Beer of the Week- Beers of Tin Whistle Brewing

When Teena was in BC last month, she brought me back quite a few beers that I can't get here. Among them were two bottles from Tin Whistle Brewing in Penticton, BC.

If you are wondering why there is no hyperlink when for the name of the company. here's why....

I have researched the web like I always do and could not find a website. In fact, I could not find out much of anything about this company. So to the bottle!

Alas, I should have started here as their website is listed on the label, The only problem is that the link takes you, not to the brewing companies website, but the website " - #1 Source for Tin & Penny Whistles!'

Now I'm interested. What is a tin whistle? To the right is a picture of a few. Turns out a tin whistle is a style of flute used mainly in Celtic Music. In fact if you care to hear what they sound like the Tin Whistle link has many videos on it. 

Nice of the brewery to promote this musical instrument!

All I could find on the brewery was from BC Beer ... "A small brewery producing English-style ales. Started in 1995 by local entrepreneurs with an interest in beer but little brewing experience. With the help of brewery consultant Frank Appleton, they soon got up to speed. Products were initially sold in kegs and 650ml bottles. The brewery was sold in the winter of 1998, although ownership has remained local. After flying low on the radar for a while, the brewery has produced some solid products in recent years"

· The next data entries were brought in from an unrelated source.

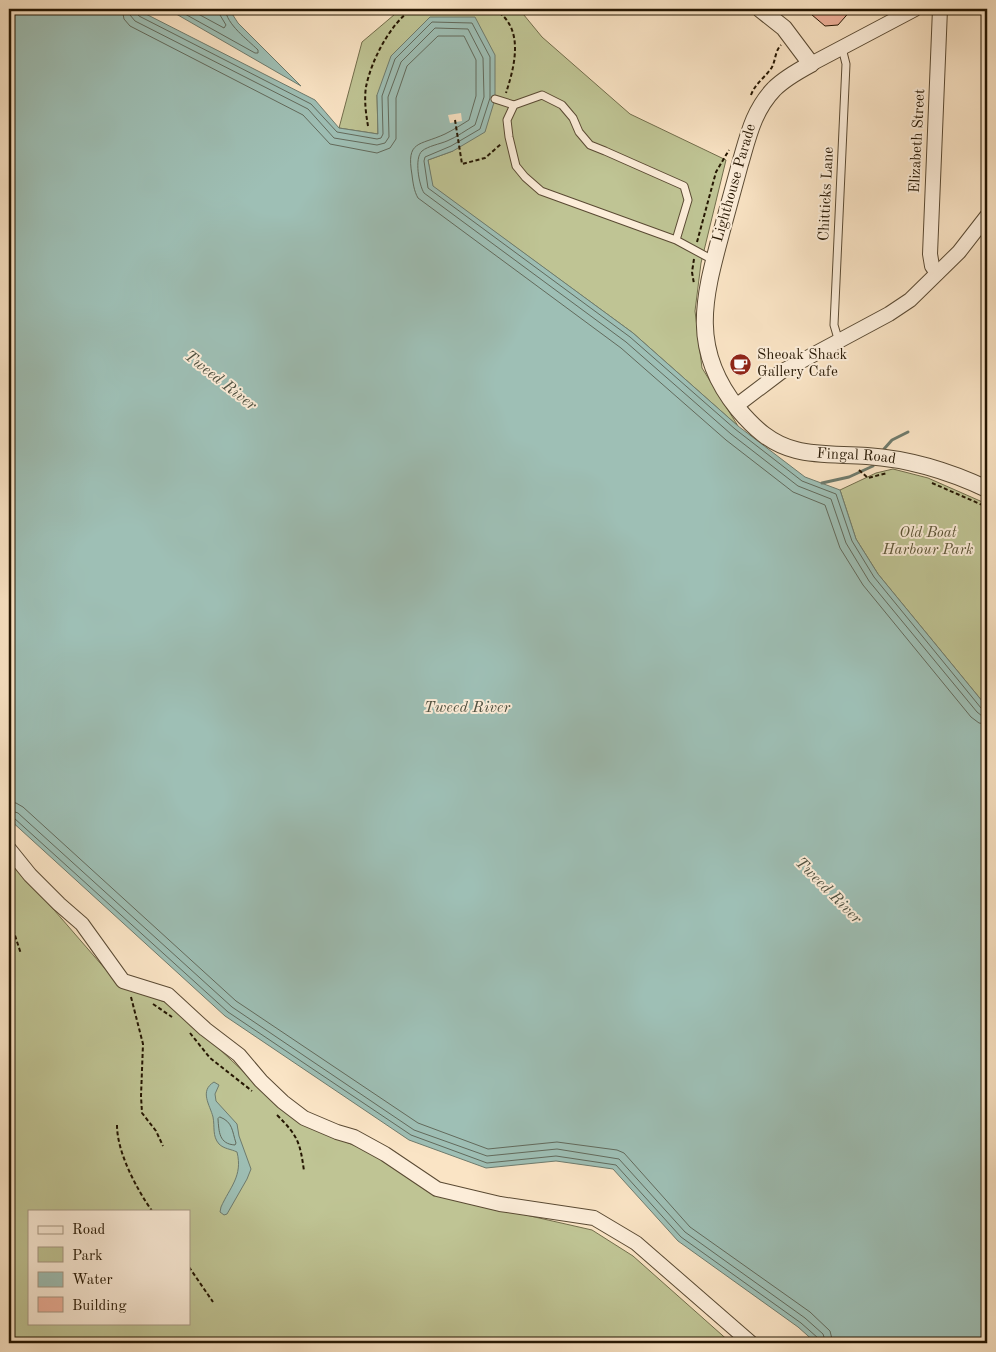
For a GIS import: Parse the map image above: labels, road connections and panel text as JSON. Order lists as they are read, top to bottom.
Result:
{
  "streets": {
    "street": ["Elizabeth Street", "Lighthouse Parade", "Fingal Road"],
    "lane": ["Chitticks Lane"]
  },
  "crossings": [
    ["Lighthouse Parade", "Chitticks Lane"],
    ["Lighthouse Parade", "Fingal Road"]
  ],
  "water": ["Tweed River"],
  "parks": ["Old Boat Harbour Park"],
  "places": {
    "cafe": ["Sheoak Shack Gallery Cafe"]
  },
  "legend": [
    "Road",
    "Park",
    "Water",
    "Building"
  ]
}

I have two to try, so first off I am going to have a Killer Bee Honey Dark Honey Ale.

Somewhere I read it uses 4 honeys and a bit of spice. It comes in a 650 ml bottle and weighs in at 6% APV.

It pours a very dark brown colour. You can't see through this beer. It has a very malty aroma. The head is brownish in colour and leaves behind very nice lacings as it disappears.

It is not as sweet as I expected it to be. Listed as a dark ale, it seems more like a stout with hints of coffee and chocolate coming through from the roasted malt. It is a very smooth beer with a slightly bitter finish which comes not from the hops, but again from the roasted malt. At 6% and being dark, I expected a fuller tasting beer. This is not, in fact, it is a little like a porter light. Only at 6%, it;s the other side of a light beer. A good beer, but not one I would run out to buy.

Next up is the Black Widow Mild Ale. Not sure what to expect as at 5% it is not a light beer so am unsure what to expect.

Like the last one, this too pours a dark brown colour. The head is thicker and takes longer to melt away. Lacings too are fuller down the side of the glass. The roasted malt again comes to the front but with this one is also complimented by a slight hoppyness. It is a fuller, more complex taste than the honey ale. I enjoyed this beer and am very happy that Teena brought this one back for me to try.

I still can't figure out why they call it a mild ale though.

Also can't figure why they don't have a website of any kind. In this day and age it is very important for a business.

Once again, thanks, Teena, for thinking about me when your away!